In the context of the media, this translates to white people not only having hegemony in the ownership of major media companies in South Africa, but also having the hegemony on media language, narrative creation and cultural dominance. It is this freedom – which is only reserved for white people – which Bruce exercised when he called black people “idiots” and illiterates.
Media for white power
Media is a powerful tool for those in power. As the famous Marxist saying goes, “the ideas of the ruling class are in every epoch the ruling ideas,” and the media is the perfect space to disseminate those ideas. A 1988 text by two white intellectuals is quickly becoming as famous as the previous quote. The work on a “propaganda model” to explain the “behavior and performance in structural terms” of the media, by Noam Chomsky and Edward Herman is again increasingly finding important expression from radical scholars, who are interested in deciphering the disparities in the South African media landscape.
From Herman, writing 15 years after the propaganda model was proposed, we can take the explanation that “the dominant media are firmly imbedded in the market system. They are profit-seeking businesses, owned by very wealthy people (or other companies); and they are funded largely by advertisers who are also profit-seeking entities, and who want their ads to appear in a supportive selling environment.” In the South African context, one sees such in media entities such as eNCA which is partly owned by billionaire, Johann Rupert, Media24 owned by Koos Bekker, and so-called ‘investigative unit’ Amabhungane, which receives generous funding from sources such as the Soros Foundation. These same funding sources, in turn, fund and constitute media ‘monitoring’ facilities like SANEF and the Freedom of Expression Institute.
The useful material from the white scholars above prove the fallacy of a media freedom. A media funded and supported by a white elite will inevitably serve the interests of that white elite – as demonstrated by the white owned media’s lack of coverage of white corruption.
As Steve Biko poignantly pointed out in the introduction of the black consciousness Black Community Programs (BCP) publication, Black Viewpoint, “a lot of us have forgotten that the values and attitudes of newspapers are governed largely by the values and attitudes of both their readership and of their financial supporters – who in the case of the white press in South Africa, are whites.” Biko goes further to say that “[t]herefore, when we read of a report of any speech or incident which focuses on blacks, we usually find it accompanied by interpretative connotations in terms of stress, headlines, quotations and other journalistic nuances, that are calculated to put the report in a particular setting for either consumption or rejection by the reader.”
Immediately after the SANEF case, it was excruciating, listening to a black woman, Mahlatse Gallens, who is the chairperson of SANEF, speaking at the stairs of the Johannesburg High Court after a white judge had just ruled against BLF – in their absence.

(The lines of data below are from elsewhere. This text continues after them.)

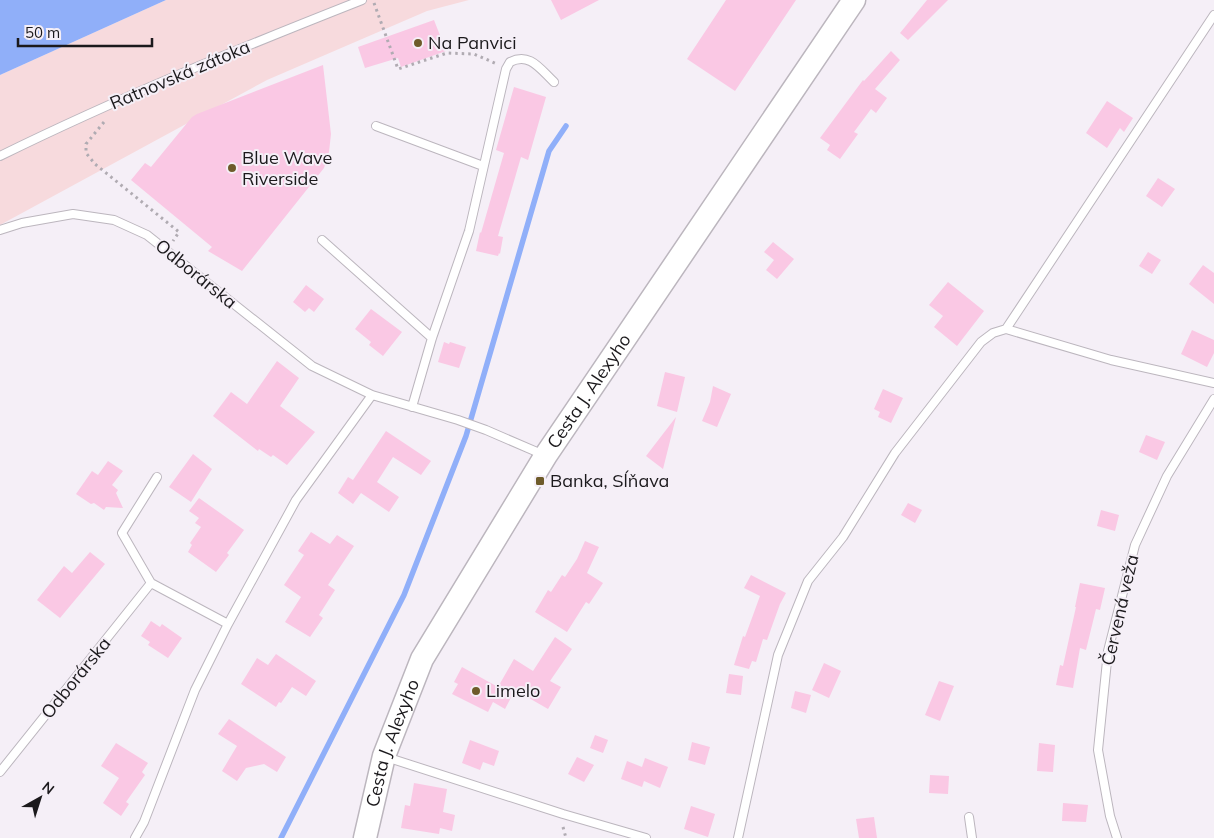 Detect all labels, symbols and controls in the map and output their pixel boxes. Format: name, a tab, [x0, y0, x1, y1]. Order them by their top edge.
scale bar	[18, 15, 151, 47]
text: 50 m	[25, 23, 60, 42]
place label: Na Panvici	[428, 31, 517, 54]
street label: Ratnovská zátoka	[106, 35, 253, 114]
marker: Na Panvici	[412, 37, 424, 49]
place label: Blue Wave Riverside	[242, 146, 332, 190]
marker: Blue Wave Riverside	[226, 162, 238, 174]
street label: Odborárska	[151, 234, 242, 314]
street label: Cesta J. Alexyho	[542, 329, 636, 453]
place label: Banka, Sĺňava	[550, 469, 669, 492]
marker: Banka, Sĺňava	[534, 475, 546, 487]
street label: Červená veža	[1096, 552, 1143, 668]
street label: Odborárska	[36, 632, 116, 723]
street label: Cesta J. Alexyho	[361, 676, 424, 809]
place label: Limelo	[486, 679, 540, 702]
marker: Limelo	[470, 685, 482, 697]
north arrow	[15, 773, 65, 823]
text: N	[38, 778, 58, 798]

Gallens was speaking passionately about the freedom of the press and how SANEF’s victory in court was a ‘victory for democracy and a free press’. I laughed (only to stop myself from crying) watching this sister, not because of the resounding faith she had in this idea of a ‘free’ press, constitutionalism and democracy, but at the utter disdain with which she (and other black journalists present) viewed BLF activists. Clad in all black, she said “media freedom” and I heard “media free-to lynch black people-dom”. Black on black violence. White power had won. Or rather, it was continuing with its mundane daily task of muzzling radical black voices – using other black people to do its dirty work.